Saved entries
++++++++++++++++++++

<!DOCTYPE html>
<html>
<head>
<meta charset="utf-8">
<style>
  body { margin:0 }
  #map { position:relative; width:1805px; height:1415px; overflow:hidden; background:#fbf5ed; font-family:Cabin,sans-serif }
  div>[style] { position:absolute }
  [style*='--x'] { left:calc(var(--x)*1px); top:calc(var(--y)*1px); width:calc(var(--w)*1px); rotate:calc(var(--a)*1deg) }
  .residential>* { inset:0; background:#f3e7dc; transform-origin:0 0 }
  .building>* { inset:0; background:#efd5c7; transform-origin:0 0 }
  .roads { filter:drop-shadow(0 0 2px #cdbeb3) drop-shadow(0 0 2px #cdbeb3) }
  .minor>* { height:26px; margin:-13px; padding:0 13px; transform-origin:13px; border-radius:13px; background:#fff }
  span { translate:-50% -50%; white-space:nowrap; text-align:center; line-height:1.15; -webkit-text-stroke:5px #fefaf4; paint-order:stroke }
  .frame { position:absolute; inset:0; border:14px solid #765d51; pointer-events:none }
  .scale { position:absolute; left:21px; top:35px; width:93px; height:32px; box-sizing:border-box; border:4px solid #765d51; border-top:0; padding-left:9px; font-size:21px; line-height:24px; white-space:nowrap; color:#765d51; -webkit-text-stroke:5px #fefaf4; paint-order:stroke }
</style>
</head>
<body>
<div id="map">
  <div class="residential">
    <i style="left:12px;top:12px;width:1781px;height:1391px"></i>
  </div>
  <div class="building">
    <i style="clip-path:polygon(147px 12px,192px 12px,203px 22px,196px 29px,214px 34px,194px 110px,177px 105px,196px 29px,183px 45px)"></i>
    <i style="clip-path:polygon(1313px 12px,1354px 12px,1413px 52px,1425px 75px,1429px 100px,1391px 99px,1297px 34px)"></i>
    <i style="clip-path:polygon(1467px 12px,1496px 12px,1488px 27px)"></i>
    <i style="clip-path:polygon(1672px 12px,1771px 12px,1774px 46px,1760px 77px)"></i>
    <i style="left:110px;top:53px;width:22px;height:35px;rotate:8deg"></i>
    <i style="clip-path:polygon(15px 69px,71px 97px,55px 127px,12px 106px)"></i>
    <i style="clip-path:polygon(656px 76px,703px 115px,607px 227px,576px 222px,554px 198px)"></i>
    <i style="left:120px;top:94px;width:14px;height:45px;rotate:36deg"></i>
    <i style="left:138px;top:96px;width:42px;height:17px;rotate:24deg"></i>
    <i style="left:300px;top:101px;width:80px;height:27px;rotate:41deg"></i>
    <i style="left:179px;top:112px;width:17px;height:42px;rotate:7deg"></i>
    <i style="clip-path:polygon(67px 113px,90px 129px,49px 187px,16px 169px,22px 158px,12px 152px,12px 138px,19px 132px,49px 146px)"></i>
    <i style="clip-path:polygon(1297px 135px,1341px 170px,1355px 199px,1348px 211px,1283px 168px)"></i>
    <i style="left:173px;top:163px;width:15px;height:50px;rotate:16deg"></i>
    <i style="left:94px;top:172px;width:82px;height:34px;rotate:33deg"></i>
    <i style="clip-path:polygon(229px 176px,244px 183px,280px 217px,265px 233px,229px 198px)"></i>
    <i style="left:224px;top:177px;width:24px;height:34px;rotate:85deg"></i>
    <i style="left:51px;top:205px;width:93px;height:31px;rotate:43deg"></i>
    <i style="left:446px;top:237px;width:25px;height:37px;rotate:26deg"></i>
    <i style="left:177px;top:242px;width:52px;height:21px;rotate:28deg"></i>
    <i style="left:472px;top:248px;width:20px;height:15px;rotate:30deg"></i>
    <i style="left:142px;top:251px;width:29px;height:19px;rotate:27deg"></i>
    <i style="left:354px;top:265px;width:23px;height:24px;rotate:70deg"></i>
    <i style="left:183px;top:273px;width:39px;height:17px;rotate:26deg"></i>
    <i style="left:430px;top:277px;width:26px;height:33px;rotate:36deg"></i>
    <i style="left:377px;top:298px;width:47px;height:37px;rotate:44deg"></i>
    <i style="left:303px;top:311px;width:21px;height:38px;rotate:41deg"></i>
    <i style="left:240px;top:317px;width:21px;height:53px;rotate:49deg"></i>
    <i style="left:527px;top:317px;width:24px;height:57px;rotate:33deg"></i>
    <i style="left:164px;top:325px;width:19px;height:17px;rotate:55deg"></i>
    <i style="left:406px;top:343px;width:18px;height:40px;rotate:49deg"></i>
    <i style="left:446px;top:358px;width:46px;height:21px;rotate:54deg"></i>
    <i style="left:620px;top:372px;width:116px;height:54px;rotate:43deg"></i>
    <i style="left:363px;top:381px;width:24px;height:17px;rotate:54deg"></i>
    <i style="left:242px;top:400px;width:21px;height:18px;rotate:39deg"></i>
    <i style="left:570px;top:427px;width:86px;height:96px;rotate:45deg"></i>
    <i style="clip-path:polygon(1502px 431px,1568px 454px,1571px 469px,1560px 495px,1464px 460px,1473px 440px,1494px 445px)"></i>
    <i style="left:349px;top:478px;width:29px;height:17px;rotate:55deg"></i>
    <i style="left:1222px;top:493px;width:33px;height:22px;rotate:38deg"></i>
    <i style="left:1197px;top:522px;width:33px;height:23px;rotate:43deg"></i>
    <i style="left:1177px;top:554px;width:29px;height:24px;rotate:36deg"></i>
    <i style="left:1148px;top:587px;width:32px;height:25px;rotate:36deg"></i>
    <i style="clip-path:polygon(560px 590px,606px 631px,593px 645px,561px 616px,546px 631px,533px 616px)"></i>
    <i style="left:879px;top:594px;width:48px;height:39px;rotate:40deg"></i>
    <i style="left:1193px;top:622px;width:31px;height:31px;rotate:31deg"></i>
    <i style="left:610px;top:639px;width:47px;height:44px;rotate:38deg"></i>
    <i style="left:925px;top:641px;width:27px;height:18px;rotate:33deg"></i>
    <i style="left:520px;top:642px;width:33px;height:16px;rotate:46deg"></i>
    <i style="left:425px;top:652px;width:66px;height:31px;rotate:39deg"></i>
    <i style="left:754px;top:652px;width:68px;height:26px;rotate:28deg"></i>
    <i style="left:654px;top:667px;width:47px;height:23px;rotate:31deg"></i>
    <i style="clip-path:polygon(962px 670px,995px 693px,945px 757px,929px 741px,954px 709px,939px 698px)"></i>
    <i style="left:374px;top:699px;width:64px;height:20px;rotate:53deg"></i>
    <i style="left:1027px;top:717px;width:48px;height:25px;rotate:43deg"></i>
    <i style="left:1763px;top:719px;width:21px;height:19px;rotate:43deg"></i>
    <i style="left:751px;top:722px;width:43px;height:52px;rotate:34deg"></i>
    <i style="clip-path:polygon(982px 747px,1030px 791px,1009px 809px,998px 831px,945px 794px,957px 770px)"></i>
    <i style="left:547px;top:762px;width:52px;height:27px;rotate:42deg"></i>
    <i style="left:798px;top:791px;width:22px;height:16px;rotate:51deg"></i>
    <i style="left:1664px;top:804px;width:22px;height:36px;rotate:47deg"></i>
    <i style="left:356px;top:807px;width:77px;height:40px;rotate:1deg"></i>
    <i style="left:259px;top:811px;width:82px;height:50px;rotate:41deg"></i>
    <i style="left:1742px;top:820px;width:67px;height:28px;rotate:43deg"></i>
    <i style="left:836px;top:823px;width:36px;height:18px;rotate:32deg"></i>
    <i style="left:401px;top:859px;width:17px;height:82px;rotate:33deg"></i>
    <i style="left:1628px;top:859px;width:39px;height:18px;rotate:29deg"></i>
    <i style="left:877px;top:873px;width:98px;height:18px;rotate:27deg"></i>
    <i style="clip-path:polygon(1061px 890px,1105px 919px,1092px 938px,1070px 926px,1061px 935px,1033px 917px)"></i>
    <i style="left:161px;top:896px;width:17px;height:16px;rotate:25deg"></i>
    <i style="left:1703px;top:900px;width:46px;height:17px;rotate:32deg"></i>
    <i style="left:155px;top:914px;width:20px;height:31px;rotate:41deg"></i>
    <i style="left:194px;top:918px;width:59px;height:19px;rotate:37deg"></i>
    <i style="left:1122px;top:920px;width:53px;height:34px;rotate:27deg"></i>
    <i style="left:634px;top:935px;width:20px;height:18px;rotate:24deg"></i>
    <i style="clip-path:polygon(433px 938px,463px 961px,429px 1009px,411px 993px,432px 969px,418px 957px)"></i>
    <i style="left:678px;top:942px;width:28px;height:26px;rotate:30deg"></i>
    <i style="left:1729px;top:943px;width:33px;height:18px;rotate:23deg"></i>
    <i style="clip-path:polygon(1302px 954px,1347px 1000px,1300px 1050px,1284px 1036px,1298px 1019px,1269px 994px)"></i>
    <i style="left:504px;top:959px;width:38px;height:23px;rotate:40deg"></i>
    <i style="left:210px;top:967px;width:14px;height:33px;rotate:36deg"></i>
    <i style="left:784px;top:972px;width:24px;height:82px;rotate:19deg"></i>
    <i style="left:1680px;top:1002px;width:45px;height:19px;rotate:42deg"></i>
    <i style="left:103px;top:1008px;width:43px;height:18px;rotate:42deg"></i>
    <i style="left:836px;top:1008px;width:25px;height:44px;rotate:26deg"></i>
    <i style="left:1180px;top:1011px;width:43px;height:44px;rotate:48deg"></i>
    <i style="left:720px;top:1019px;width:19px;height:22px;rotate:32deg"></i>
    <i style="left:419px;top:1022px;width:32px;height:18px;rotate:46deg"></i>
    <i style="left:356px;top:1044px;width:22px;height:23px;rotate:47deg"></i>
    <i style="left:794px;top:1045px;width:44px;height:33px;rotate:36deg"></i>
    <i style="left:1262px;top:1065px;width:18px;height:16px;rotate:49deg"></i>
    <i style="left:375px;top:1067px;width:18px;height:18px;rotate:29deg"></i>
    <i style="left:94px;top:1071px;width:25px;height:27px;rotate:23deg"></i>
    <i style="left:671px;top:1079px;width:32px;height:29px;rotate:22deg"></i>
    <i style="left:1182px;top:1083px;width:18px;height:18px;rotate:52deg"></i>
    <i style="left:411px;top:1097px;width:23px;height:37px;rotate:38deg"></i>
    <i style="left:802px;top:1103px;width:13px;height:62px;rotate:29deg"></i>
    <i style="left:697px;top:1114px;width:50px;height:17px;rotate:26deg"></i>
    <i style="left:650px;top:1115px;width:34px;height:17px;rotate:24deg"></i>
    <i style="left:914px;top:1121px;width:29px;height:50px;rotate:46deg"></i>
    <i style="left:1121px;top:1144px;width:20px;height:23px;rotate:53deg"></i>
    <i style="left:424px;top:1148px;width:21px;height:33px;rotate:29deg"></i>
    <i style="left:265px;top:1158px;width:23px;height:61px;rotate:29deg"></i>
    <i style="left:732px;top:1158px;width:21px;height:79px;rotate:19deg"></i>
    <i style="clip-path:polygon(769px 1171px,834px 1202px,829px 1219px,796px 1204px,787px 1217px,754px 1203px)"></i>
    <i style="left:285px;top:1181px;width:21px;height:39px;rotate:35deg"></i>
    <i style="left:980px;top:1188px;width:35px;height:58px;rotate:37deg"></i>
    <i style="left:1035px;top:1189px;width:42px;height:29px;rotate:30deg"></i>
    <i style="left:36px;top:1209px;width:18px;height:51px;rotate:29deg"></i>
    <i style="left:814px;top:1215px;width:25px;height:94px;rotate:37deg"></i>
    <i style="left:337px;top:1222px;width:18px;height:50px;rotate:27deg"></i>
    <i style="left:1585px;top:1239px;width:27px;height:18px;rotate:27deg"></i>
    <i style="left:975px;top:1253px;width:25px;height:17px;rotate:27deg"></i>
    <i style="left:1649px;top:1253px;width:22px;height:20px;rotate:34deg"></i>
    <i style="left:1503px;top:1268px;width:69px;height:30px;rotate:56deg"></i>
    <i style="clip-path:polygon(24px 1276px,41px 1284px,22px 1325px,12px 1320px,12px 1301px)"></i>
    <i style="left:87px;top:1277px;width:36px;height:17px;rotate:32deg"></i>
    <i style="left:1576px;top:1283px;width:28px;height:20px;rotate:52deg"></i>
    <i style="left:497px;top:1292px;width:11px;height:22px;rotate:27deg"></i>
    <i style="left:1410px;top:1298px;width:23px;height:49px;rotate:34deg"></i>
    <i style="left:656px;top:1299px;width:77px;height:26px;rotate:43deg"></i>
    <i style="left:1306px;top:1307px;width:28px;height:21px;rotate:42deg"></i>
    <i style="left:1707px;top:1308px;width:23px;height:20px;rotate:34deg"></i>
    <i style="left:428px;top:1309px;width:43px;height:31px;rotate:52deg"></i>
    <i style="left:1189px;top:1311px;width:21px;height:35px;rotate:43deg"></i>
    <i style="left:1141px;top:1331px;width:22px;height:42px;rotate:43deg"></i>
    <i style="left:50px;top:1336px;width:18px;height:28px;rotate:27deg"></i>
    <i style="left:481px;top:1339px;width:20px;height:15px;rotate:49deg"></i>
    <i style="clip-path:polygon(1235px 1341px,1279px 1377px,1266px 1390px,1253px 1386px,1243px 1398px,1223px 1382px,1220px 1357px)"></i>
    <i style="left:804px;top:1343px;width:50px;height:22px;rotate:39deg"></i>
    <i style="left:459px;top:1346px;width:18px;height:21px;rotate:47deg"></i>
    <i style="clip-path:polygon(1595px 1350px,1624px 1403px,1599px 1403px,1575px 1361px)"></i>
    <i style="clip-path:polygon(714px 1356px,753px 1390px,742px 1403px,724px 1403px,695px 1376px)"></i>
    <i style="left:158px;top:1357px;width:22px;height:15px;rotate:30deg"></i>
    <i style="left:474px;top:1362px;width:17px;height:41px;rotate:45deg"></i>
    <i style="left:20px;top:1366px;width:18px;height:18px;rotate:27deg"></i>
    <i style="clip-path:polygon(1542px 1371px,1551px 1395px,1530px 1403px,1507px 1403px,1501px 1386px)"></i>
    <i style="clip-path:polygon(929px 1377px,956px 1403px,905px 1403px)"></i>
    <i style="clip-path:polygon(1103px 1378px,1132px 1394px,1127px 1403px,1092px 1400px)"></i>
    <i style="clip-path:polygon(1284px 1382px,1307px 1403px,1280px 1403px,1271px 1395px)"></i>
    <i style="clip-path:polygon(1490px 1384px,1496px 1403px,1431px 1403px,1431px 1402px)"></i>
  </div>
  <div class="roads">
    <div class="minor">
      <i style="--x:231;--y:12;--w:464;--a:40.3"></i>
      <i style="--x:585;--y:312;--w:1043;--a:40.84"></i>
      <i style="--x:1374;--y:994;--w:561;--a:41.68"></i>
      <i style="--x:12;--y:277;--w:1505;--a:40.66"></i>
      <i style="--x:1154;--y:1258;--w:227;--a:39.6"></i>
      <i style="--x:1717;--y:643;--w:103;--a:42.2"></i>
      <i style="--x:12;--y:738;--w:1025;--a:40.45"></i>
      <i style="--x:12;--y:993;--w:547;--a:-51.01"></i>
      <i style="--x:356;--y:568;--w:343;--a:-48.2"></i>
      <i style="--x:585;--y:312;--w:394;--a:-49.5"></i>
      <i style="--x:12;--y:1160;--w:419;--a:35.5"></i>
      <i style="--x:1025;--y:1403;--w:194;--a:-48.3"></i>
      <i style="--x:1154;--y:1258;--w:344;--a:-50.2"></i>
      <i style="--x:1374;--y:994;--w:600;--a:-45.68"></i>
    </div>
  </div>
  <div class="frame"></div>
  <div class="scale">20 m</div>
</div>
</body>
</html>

++++++++++++++++++++

» **Requirement**
Please show each line in the records above that contains "roads".

» **Result**
  .roads { filter:drop-shadow(0 0 2px #cdbeb3) drop-shadow(0 0 2px #cdbeb3) }
  <div class="roads">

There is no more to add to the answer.